From the FB page of Embassy of Ukraine to the UK

September 27, 2021

Adviser to the Prime Minister Margaret Thatcher; an MP in the UK Parliament; a member of the Council of Europe; a businessman and a philanthropist – all these words describe a Ukrainian Stefan Terlezki. He was an Ostarbeiter in Austria during World War II, after the end of which he escaped from a Soviet train heading for the Far East, and then he legally immigrated to Great Britain in 1948. Twenty years later Stefan started his political career as a Conservative member of Cardiff City Council in Wales. In 1983, when Margaret Thatcher took power, he became a member of the Parliament, and she appointed him her adviser. “If only my family in Ukraine had known that I was standing here and had known what I was saying, they would have cried out in tears of joy,” – these were Stefan Terlezki’s first words at Westminster.
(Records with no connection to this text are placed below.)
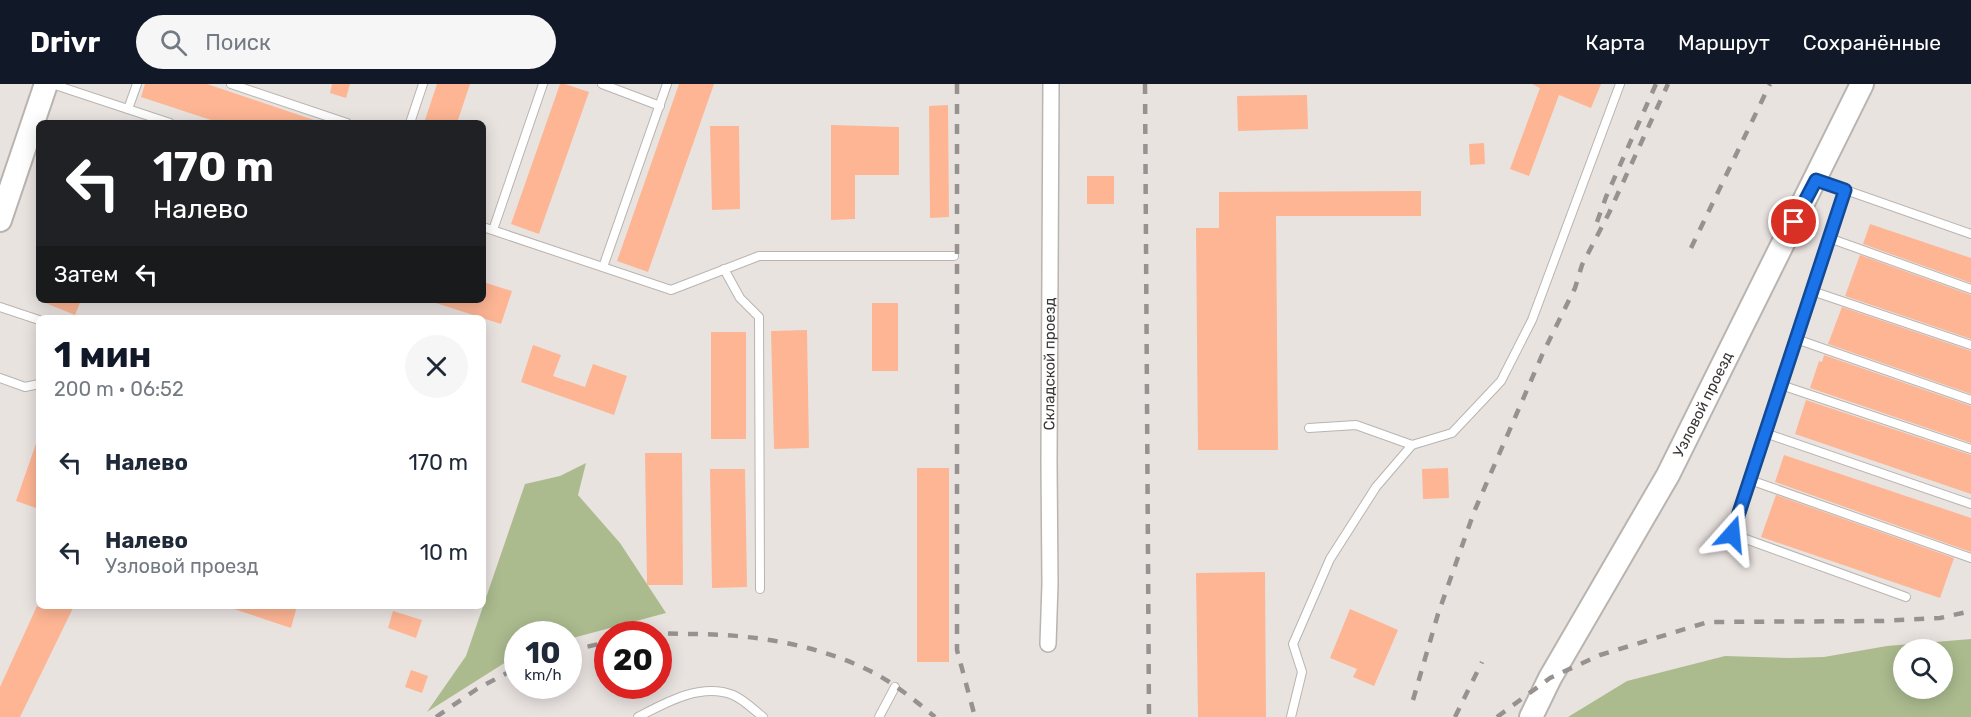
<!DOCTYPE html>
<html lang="ru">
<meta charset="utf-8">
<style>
:root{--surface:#fff;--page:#f6f6f7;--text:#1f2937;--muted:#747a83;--accent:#111827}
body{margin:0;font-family:Rubik,sans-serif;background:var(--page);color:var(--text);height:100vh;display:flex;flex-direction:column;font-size:22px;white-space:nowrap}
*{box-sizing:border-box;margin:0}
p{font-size:20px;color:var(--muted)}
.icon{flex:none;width:33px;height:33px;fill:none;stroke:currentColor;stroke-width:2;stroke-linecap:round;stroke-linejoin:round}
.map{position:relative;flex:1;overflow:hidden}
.details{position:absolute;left:36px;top:231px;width:450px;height:294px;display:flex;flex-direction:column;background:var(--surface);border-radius:9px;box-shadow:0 3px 15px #0003}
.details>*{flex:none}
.top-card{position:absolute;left:36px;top:36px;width:450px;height:183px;border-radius:9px;box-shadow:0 3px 15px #0003;background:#202124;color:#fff;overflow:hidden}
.controls{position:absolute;left:1893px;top:555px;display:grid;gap:12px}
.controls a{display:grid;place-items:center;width:60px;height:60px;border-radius:50%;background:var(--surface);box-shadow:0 3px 15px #0003;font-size:30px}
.speed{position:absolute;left:504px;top:537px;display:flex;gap:12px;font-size:30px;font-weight:700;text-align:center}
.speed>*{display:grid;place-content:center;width:78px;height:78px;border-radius:50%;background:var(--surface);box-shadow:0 3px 15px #0003;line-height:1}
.speed small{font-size:15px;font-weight:400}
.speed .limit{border:9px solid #d22;background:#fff;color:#111}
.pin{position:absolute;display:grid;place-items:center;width:51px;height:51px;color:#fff;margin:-26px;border:3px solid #fff;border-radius:50%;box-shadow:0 2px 6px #0007}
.me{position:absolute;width:66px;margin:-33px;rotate:18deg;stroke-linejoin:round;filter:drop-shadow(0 0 4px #0008)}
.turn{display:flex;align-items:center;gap:21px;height:126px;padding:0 18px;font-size:27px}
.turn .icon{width:78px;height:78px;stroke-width:2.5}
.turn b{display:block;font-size:42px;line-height:51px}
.then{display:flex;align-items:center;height:57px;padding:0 18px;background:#0003;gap:12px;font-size:22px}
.round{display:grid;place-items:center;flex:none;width:63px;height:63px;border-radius:32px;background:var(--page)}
.overview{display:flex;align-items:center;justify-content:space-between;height:102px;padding:0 18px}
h1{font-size:36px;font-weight:700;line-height:45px;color:var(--accent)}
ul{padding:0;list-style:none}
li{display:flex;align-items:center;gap:18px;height:90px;padding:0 18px}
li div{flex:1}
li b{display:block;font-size:22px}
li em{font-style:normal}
header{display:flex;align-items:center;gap:36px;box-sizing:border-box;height:84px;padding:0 30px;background:var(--accent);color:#fff}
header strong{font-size:28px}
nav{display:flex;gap:33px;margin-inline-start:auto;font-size:21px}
.search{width:420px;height:54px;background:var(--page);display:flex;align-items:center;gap:15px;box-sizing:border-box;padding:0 21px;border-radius:33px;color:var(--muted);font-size:22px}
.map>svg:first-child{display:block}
.green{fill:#abbb8e;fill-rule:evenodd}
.building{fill:#fdb594}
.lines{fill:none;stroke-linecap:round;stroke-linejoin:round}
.lane-casing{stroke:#b9b4b0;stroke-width:10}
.street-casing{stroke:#b9b4b0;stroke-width:18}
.secondary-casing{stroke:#b9b4b0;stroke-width:26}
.lane{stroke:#fff;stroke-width:8}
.street{stroke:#fff;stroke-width:15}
.secondary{stroke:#fff;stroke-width:22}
.rail{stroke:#979290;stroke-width:4.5;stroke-dasharray:10 10;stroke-linecap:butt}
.route-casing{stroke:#114b97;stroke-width:15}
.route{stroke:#1a73e8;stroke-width:10}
.labels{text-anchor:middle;stroke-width:5;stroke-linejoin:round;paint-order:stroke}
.street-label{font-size:15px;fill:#3a3736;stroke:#e9e3e0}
</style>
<header>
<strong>Drivr</strong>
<div class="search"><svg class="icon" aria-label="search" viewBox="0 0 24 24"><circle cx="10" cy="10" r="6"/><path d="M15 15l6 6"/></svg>Поиск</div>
<nav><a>Карта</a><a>Маршрут</a><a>Сохранённые</a></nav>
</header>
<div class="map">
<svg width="1971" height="633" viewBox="0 0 1971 633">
<rect width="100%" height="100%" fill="#e9e3e0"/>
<g class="green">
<polygon points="586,379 578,411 620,459 666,529 569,555 568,550 518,550 517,571 427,628 466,572 525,400 560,392"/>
<path d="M 1971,555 L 1971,633 L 1568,633 L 1627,597 L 1725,572 L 1790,574 L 1824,573 L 1887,562 ZM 1904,566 L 1942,566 L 1942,604 L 1904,604 Z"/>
</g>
<g class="building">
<polygon points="145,0 207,0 317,37 317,39 220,39 141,13"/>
<polygon points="332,0 350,0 346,14 330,9"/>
<polygon points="437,0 470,0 457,39 424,39"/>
<polygon points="560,0 565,0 589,8 539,150 511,140"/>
<polygon points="679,0 714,0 648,188 617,177"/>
<polygon points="1532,0 1601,0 1591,24 1559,11 1529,92 1510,85 1540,4"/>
<polygon points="1307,11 1308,45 1238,47 1237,12"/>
<polygon points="948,21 949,133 930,134 929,22"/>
<polygon points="831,41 899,43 899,91 855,91 855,135 831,136"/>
<polygon points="710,42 739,42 740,125 712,126"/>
<polygon points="1484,59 1485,80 1470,81 1469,60"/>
<rect x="1087" y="92" width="27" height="28"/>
<polygon points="1421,107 1421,132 1276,132 1278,366 1198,366 1196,144 1219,144 1219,108"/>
<polygon points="1870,140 1971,174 1971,199 1863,160"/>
<polygon points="1860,171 1971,211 1971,255 1845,212"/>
<polygon points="483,198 512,207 501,240 433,218 434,216 483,216"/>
<polygon points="38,216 81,216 75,231"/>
<rect x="872" y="219" width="26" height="68"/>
<polygon points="1842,223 1971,267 1971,310 1828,260"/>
<polygon points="807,246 809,364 774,365 771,247"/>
<rect x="711" y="248" width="35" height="107"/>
<polygon points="533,261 561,271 553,292 585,303 593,280 627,292 614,331 521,298"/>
<polygon points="1824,271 1971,322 1971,359 1810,304 1819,277 1822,278"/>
<polygon points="1806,316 1971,371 1971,410 1795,350"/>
<polygon points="37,357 39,357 39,425 16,417"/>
<polygon points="645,369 682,369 683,501 647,501"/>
<polygon points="1784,371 1971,434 1971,468 1775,398"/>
<rect x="917" y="384" width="32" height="194"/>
<polygon points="1448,384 1449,414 1423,415 1422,385"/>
<polygon points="710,385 745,385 747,503 712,504"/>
<polygon points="1776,411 1954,474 1940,514 1761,453"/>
<polygon points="1265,488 1266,633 1198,633 1196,489"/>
<polygon points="37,522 74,522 20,633 0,633 0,603"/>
<polygon points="231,522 297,522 291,544 231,524"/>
<polygon points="1350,525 1398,546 1374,602 1353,593 1357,585 1330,574"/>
<polygon points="393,527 422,536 416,554 388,544"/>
<polygon points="411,586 428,592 422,609 405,603"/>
</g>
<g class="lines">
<defs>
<g id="lane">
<polyline points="52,0 170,39"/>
<polyline points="231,0 347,39"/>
<polyline points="602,0 660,22"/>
<polyline points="128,25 137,0"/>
<polyline points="410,39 423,0"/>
<polyline points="1817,96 1971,150"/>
<polyline points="1845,106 1732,450 1906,513"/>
<polyline points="483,143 671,206 759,172 954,172"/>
<polyline points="493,146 543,0"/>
<polyline points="1829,154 1971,205"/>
<polyline points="603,183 667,0"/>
<polyline points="724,185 740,214 759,233 760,505"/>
<polyline points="1812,207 1971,261"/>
<polyline points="0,223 39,236"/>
<polyline points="1796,255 1971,316"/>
<polyline points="0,294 25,303 39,300"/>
<polyline points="1781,301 1971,365"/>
<polyline points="1309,344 1356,341 1412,361 1452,349 1501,297 1532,236 1620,0"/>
<polyline points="1765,349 1971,420"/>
<polyline points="1750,396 1971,474"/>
<path d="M 638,633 C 665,619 701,598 733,611 C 743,615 754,626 763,633"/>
<polyline points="879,633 895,603"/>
<polyline points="1291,633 1302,588 1293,560 1330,475 1376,403 1412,361"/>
</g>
<g id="street">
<path id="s1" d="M 1048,560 L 1050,500 L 1049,378 L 1051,0"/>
</g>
<g id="secondary">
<polyline points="0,136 46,0"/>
<path id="s2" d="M 1531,633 L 1550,594 L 1668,391 L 1862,0"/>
</g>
</defs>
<use href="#lane" class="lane-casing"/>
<use href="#street" class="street-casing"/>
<use href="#secondary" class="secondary-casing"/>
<use href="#lane" class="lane"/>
<use href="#street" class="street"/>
<use href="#secondary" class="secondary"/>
<g class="rail">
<polyline points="957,0 957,566 975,633"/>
<polyline points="1145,0 1149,633"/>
<polyline points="1597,138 1606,113 1656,0"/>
<polyline points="1691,164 1770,0"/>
<path d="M 648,550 C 661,549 675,550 689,550 C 752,550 819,560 876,590 C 896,601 917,618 935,633"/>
<polyline points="568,567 608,558"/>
<polyline points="1413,616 1438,530 1474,428 1543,269 1575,204 1582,181 1609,129 1668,0"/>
<polyline points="436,633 477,605 518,583"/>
<polyline points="1455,633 1482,578"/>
<polyline points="1497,633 1550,594 1600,571 1708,538 1882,537 1940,534 1971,527"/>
</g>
</g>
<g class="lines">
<defs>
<polyline id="route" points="1732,450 1845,106 1816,96 1794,138"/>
</defs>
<use href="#route" class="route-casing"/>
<use href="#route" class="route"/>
</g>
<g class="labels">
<g class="street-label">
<text dy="5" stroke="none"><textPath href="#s1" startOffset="280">Складской проезд</textPath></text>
<text dy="5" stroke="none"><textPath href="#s2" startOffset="357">Узловой проезд</textPath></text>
</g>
</g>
</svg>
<div class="controls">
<a><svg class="icon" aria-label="search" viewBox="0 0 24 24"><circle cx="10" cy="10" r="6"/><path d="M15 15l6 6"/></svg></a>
</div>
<div class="speed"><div>10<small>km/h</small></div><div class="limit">20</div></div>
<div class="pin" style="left:1794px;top:138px;background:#d93025"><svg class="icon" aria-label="arrive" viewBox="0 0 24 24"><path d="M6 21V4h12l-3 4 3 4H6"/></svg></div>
<svg class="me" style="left:1732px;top:450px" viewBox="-20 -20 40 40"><path d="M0-17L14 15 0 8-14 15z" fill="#1a73e8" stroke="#fff" stroke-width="4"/></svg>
<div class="top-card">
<div class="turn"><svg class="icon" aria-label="left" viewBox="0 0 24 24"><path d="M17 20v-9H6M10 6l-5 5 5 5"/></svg><div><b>170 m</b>Налево</div></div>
<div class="then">Затем<svg class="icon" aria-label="left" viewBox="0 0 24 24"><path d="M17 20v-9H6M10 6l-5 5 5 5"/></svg></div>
</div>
<section class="details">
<div class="overview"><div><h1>1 мин</h1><p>200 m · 06:52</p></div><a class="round"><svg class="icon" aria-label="close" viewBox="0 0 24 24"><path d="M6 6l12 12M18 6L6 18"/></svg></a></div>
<ul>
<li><svg class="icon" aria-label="left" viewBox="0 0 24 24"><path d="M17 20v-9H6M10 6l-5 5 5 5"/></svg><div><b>Налево</b></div><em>170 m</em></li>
<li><svg class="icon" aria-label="left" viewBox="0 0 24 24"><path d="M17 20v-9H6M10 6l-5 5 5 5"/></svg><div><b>Налево</b><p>Узловой проезд</p></div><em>10 m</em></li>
</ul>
</section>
</div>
Throughout his political career Terlezki established himself as a dedicated opponent of the Soviet communist regime. He was the first to try to raise the question of Ukraine’s independence at the European level. For eight years Terlezki had been representing the United Kingdom in the Council of Europe, and yet the ex-Ostarbeiter had never forgotten his homeland and his mother tongue. He was fond of history and contributed all of his finds dealing with unexplored pages of our land to the museums of Ivano-Frankivsk. A year before death, he published the story of his life entitled From War to Westminster. He was awarded the Commander of the Order of the British Empire cross from the hands of the Queen Elizabeth II for his services to the State, as well as the Silver Jubilee Medal of Her Majesty the Queen for public and sporting merits in Wales.